EXERCISE DIRECTIONS -> Transcribe the whole listing below. Pictures do not go in the copy.

THE DATA ->

BEGIN

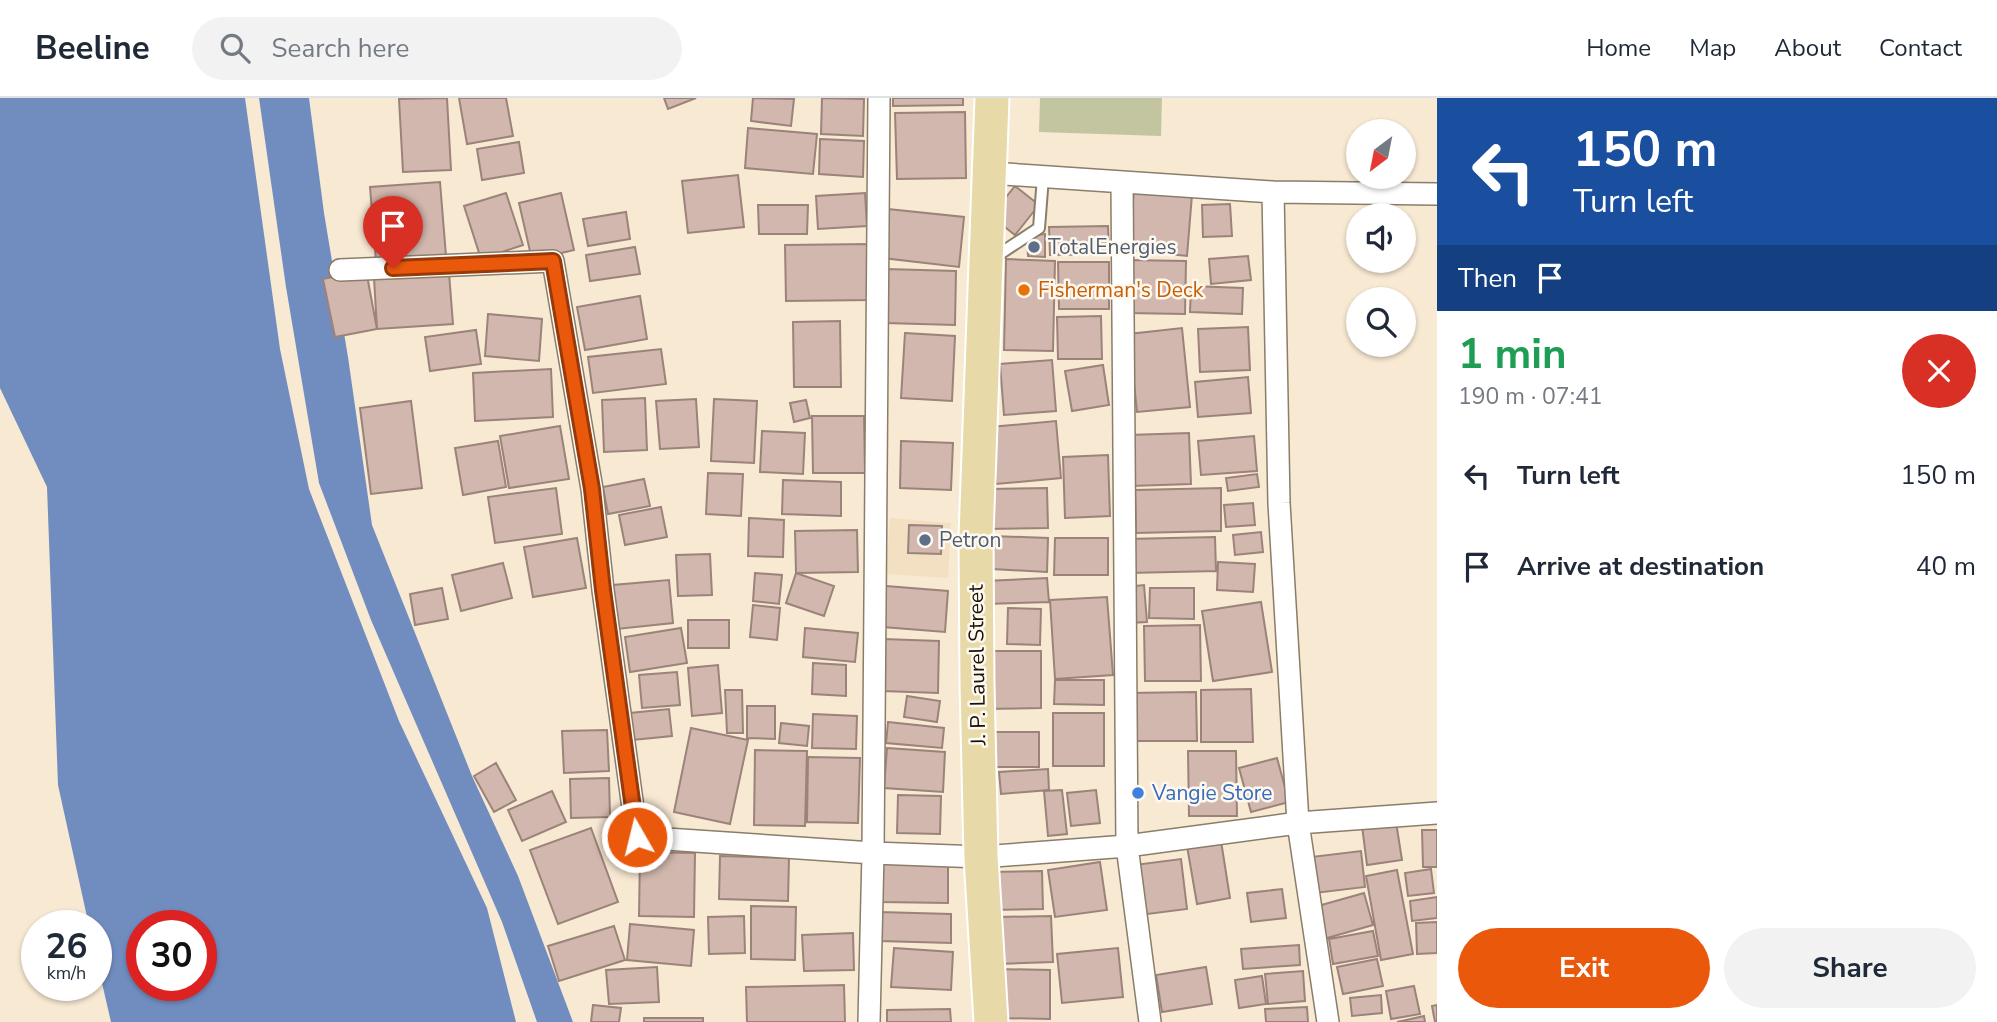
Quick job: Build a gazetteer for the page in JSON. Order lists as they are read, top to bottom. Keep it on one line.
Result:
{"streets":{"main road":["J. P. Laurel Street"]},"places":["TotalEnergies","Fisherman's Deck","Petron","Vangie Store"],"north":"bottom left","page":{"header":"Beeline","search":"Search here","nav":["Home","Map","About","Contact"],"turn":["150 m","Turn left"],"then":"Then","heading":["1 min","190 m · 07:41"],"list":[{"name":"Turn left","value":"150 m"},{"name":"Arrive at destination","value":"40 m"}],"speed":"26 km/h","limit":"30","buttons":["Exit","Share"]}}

END

SOLUTION ->
Quick job: Build a gazetteer for the page in JSON. Order lists as they are read, top to bottom. Keep it on one line.
Result:
{"streets":{"main road":["J. P. Laurel Street"]},"places":["TotalEnergies","Fisherman's Deck","Petron","Vangie Store"],"north":"bottom left","page":{"header":"Beeline","search":"Search here","nav":["Home","Map","About","Contact"],"turn":["150 m","Turn left"],"then":"Then","heading":["1 min","190 m · 07:41"],"list":[{"name":"Turn left","value":"150 m"},{"name":"Arrive at destination","value":"40 m"}],"speed":"26 km/h","limit":"30","buttons":["Exit","Share"]}}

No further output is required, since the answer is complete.